Theoretical versus actual AI risks

Musk also acknowledged his longstanding position of frequently warning about the existential risks that superhuman AI could pose to humanity in the future. In March 2023, he was among the signatories of an open letter that called for a six-month pause in training AI systems more powerful than OpenAI’s GPT-4 large language model.

During his conversation with Sunak, he envisioned governments focusing their regulatory powers on powerful AIs that could pose a public safety risk, and once again raised the prospect of “digital superintelligence.” Similarly, Sunak referred to government efforts to implement safety testing of the most powerful AI models being deployed by companies.

“My job in government is to say hang on, there is a potential risk here, not a definite risk but a potential risk of something that could be bad,” said Sunak. “My job is to protect the country and we can only do that if we develop that capability in our safety institute and then go in and make sure we can test the models before they are released.”

That grand narrative about a superhuman AI – sometimes referred to as artificial general intelligence or AGI – that “will either deliver us to paradise or will destroy us” can often overshadow the actual negative impacts of current AI technologies, says Emile Torres at Case Western Reserve University in Ohio.

“All of this hype around existential threats associated with super intelligence ultimately just distract from the many real-world harms that [AI] companies already causing,” says Torres.

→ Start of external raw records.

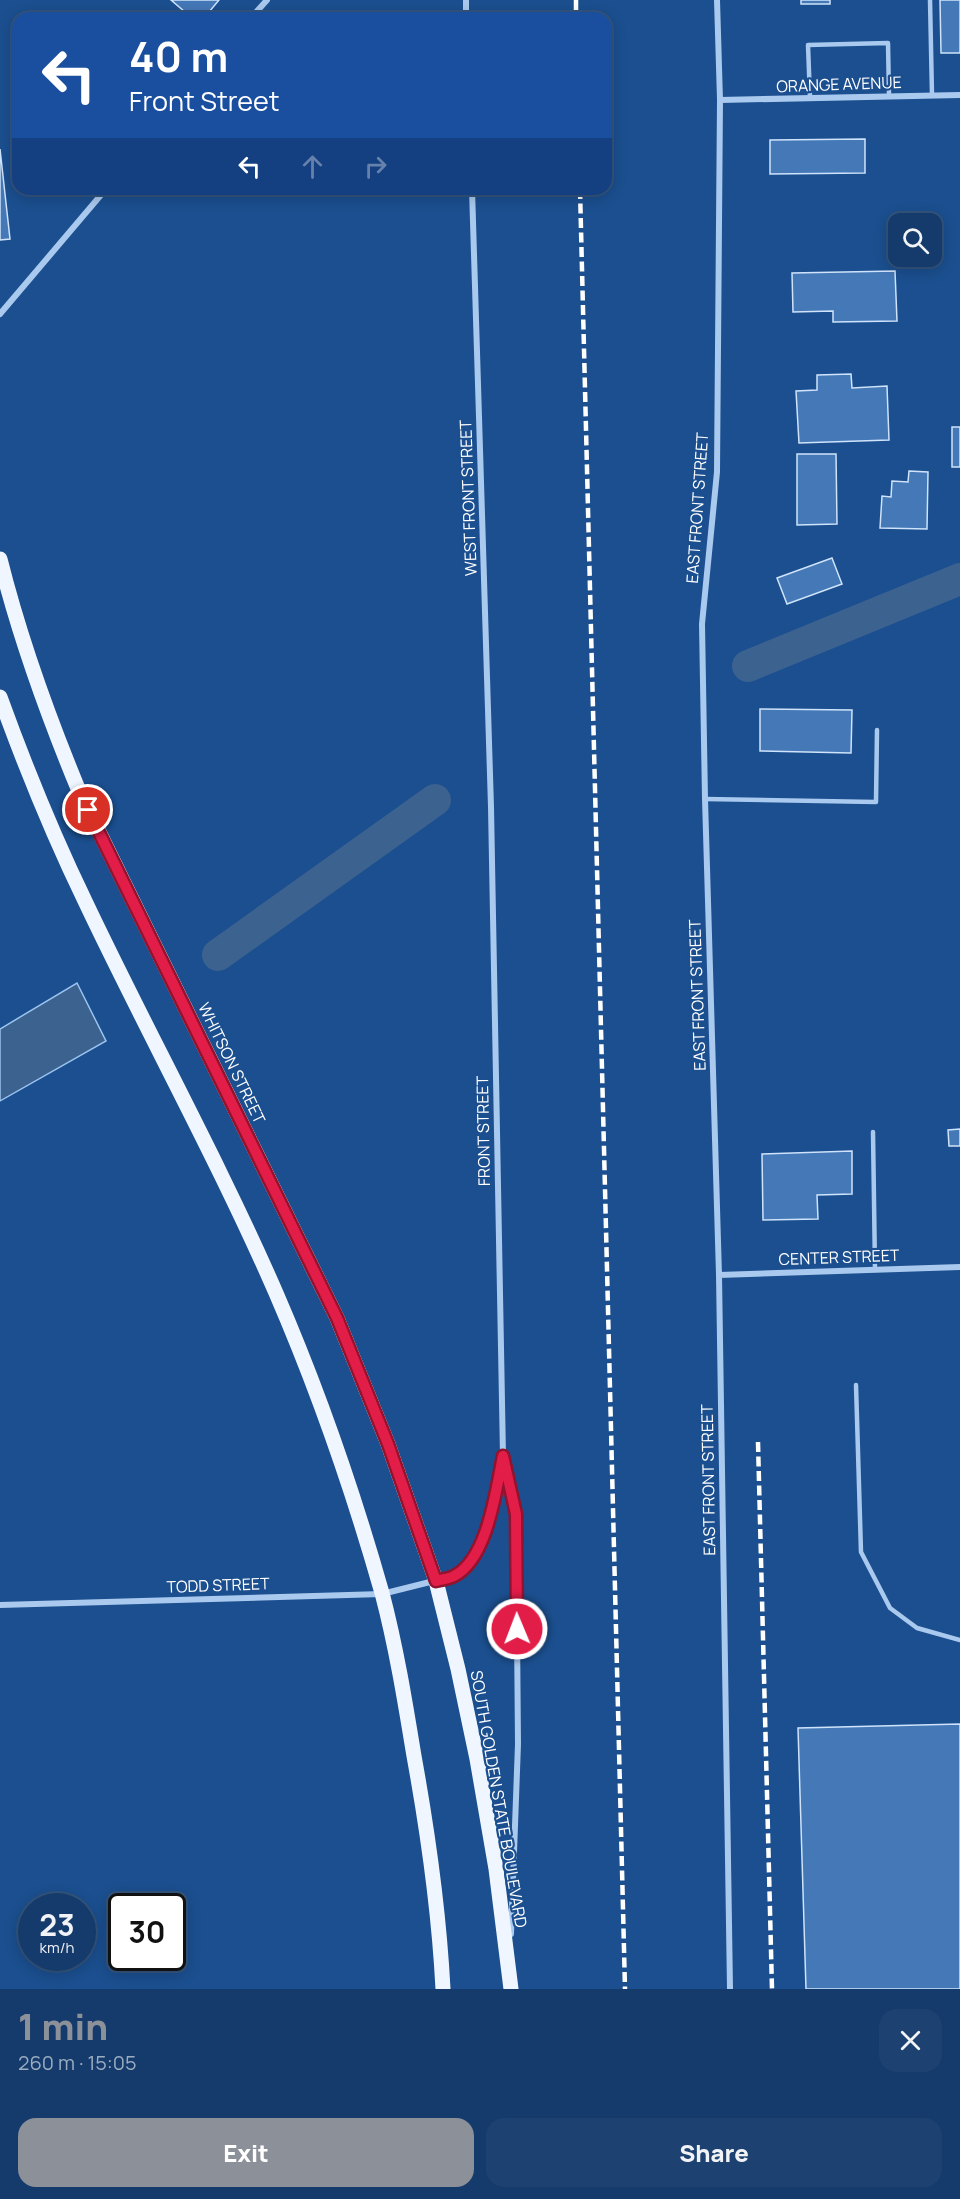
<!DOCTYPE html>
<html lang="en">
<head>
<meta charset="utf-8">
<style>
  body { margin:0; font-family:Manrope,sans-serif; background:#1d4271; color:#f1f3f6; height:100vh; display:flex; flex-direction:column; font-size:22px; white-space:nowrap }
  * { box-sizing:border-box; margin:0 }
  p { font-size:20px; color:#9dadc1 }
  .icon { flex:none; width:33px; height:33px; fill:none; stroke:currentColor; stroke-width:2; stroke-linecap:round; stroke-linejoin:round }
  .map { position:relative; height:1989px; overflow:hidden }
  .sheet { display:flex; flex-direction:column; background:#143b6b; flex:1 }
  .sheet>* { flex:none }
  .hud { position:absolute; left:12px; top:12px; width:600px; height:183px; border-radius:18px; box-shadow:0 3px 15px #0003,0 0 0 2px #33557e; background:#1a4fa0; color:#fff; overflow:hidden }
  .buttons { position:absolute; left:888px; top:213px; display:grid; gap:12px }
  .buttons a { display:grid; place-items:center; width:54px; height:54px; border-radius:12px; background:#143b6b; box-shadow:0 3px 15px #0003,0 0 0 2px #33557e; font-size:30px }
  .speed { position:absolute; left:18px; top:1893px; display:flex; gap:12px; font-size:30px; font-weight:700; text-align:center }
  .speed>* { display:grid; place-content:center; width:78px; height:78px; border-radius:50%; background:#143b6b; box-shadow:0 3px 15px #0003,0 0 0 2px #33557e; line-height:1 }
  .speed small { font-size:15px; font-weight:400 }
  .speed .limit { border:3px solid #111; border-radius:9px; background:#fff; color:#111 }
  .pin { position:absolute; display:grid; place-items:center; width:51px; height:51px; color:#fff; margin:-26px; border:3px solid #fff; border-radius:50%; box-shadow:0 2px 6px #0007 }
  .me { position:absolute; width:66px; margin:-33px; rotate:359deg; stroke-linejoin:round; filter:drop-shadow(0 0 4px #0008) }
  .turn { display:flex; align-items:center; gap:21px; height:126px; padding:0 18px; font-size:27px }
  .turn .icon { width:78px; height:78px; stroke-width:2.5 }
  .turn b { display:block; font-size:42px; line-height:51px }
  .lanes { display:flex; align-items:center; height:57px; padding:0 18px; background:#0003; justify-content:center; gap:30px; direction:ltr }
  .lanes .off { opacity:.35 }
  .round { display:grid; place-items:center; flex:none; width:63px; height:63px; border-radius:18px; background:#1d4271 }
  .headline { display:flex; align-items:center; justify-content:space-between; height:102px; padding:0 18px }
  h1 { font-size:36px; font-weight:800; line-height:45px; color:#8c9099 }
  .button { display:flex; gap:12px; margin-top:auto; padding:12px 18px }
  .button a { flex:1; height:69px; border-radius:18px; background:#8c9099; color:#fff; font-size:24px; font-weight:800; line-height:69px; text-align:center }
  .button a+a { background:#1d4271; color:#f1f3f6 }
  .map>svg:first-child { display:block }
  .water { fill:#3c6290; stroke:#9cc4f0; stroke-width:1.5 }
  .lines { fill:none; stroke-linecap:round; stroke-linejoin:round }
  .canal { stroke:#3c6290; stroke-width:32 }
  .building { fill:#4478b7; stroke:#cfe3fa; stroke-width:1.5 }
  .lane { stroke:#a9c9ee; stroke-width:4.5 }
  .street { stroke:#a9c9ee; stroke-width:6 }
  .primary { stroke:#f0f6ff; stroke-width:15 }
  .rail { stroke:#fff; stroke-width:4.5; stroke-dasharray:10 4.5; stroke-linecap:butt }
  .route-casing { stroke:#92132f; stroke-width:15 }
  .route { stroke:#e11d48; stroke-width:10 }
  .labels { text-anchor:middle; stroke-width:4.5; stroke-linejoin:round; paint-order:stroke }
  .street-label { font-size:16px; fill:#fff; stroke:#1b4f8f }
</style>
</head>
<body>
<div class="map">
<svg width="960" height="1989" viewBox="0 0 960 1989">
  <rect width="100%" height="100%" fill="#1b4f8f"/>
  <!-- water -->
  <path class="water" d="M77 983 106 1041 0 1101V1029Z"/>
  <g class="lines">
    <!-- canal -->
    <path class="canal" d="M748 666 960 579
      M218 955 435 800"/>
  </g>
  <!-- building -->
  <path class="building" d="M171 0H219L204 18H192Z
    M801 0H830V4H801Z
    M940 0H960V53H941Z
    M865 139V173L770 174V140Z
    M0 149 10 239 0 240Z
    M895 271 897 321 833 322V311L793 312 792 273Z
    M851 374 852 388 887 386 889 440 799 443 796 391 817 390V375Z
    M952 427H960V467H952Z
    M797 454H836L837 524 797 525Z
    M909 471 928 472 927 529 880 528 882 496 891 497 892 481 908 482Z
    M832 558 842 584 787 604 777 578Z
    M760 709 852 710 851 753 760 751Z
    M960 1129V1146H949L948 1130Z
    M852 1151V1194L817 1195 818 1219 763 1220 762 1154Z
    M960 1724V1989H806L798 1728Z"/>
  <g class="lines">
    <!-- lane -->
    <path class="lane" d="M930 0 932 95
      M810 98 808 45 888 43 889 96
      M705 799 876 802 877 730
      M873 1132 875 1269
      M856 1385 861 1552 890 1608 917 1628 960 1640"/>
    <!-- street -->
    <path class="street" d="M466 0V18
      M717 0 720 100 717 472 702 624 705 799 719 1275 730 1989
      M251 18 267 0
      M720 100 960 95
      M0 314 106 189
      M719 1275 960 1267
      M503 1459 516 1514 518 1744 511 1934
      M0 1605 382 1594 454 1576C491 1549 495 1497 503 1456L491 807 472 189"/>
    <!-- primary -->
    <path class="primary" d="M0 559C20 639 48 716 79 791L337 1318 388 1444 436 1581 458 1669 477 1759 496 1869 511 1989
      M0 697C25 766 53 835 85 901 147 1032 218 1160 276 1293 318 1390 353 1491 382 1593 396 1646 405 1701 414 1756 428 1833 439 1911 443 1989"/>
    <!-- rail -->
    <path class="rail" d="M576 0V18
      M580 189 625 1989
      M758 1442 772 1989"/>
  </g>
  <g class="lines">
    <defs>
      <path id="route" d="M88 810 337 1318 388 1444 436 1581C442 1579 449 1579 454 1576 488 1559 496 1489 503 1456L516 1514 517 1629"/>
    </defs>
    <!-- route casing -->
    <use href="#route" class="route-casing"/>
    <!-- route -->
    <use href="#route" class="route"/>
  </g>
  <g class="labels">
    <!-- street labels -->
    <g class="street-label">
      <text transform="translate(839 84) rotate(-2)" y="6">ORANGE AVENUE</text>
      <text transform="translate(468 498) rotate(-92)" y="6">WEST FRONT STREET</text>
      <text transform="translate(697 508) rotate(-86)" y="6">EAST FRONT STREET</text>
      <text transform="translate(697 995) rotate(-92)" y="6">EAST FRONT STREET</text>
      <text transform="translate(232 1063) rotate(64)" y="6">WHITSON STREET</text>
      <text transform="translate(483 1131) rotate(-91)" y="6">FRONT STREET</text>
      <text transform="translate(839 1257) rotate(-2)" y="6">CENTER STREET</text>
      <text transform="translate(708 1480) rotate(-91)" y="6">EAST FRONT STREET</text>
      <text transform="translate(218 1585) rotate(-2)" y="6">TODD STREET</text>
      <text transform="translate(499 1799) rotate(80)" y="6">SOUTH GOLDEN STATE BOULEVARD</text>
    </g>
  </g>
</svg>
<div class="buttons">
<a><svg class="icon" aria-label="search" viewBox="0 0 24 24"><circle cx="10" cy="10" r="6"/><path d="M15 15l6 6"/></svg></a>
</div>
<div class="speed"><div>23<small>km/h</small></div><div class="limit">30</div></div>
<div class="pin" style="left:88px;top:810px;background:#d93025"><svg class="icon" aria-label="arrive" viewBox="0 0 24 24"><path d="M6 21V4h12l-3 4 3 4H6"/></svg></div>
<svg class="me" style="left:517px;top:1629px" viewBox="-20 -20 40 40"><circle r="17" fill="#e11d48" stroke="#fff" stroke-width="3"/><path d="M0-11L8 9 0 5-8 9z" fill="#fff"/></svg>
<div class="hud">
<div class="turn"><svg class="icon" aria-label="left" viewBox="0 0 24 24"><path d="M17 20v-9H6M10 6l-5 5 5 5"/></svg><div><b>40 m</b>Front Street</div></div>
<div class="lanes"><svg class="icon" aria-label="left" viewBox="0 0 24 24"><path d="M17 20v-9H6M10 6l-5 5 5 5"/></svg><svg class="icon off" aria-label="ahead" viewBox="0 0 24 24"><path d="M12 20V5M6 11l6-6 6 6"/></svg><svg class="icon off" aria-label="right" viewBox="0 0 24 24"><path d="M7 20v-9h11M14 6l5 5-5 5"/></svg></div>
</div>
</div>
<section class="sheet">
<div class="headline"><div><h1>1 min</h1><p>260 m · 15:05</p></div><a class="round"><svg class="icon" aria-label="close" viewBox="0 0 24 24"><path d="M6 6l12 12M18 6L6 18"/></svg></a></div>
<div class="button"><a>Exit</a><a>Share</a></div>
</section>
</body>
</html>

Torres described such harms as including the environmental impacts of building energy-hungry data centres to support AI training and deployment, tech company exploitation of workers in the Global South to perform gruelling and sometimes traumatising data-labelling tasks that support AI development, and companies training their AI models on the original work of artists and writers such as book authors without having asked permission or paid compensation.

Elon Musk’s record on AI development

Although Sunak described Musk as a “brilliant innovator and technologist” during their conversation, Musk’s involvement in AI development efforts has been more that of a wealthy backer and businessperson.

Musk originally bankrolled OpenAI – which is the developer of AI models such as GPT-4 that power the popular AI chatbot ChatGPT – with $50 million when the organisation first launched as a nonprofit in 2015. But Musk stepped down from OpenAI’s board of directors and stopped contributing funding in 2018 after his bid to lead the organisation was rejected by OpenAI co-founder Sam Altman.

Following his departure, Musk has criticised OpenAI’s subsequent for-profit pivot and multi-billion dollar partnership with Microsoft, although he has not been shy about saying that OpenAI would not exist without him.

In July 2023, Musk announced that he was launching his own new AI company called xAI, with a dozen initial team members who had formerly worked at companies such as DeepMind, OpenAI, Google, Microsoft and Tesla. The xAI team appears to have Musk’s approval to pursue ambitious and vague goals such as “to understand the true nature of the universe.”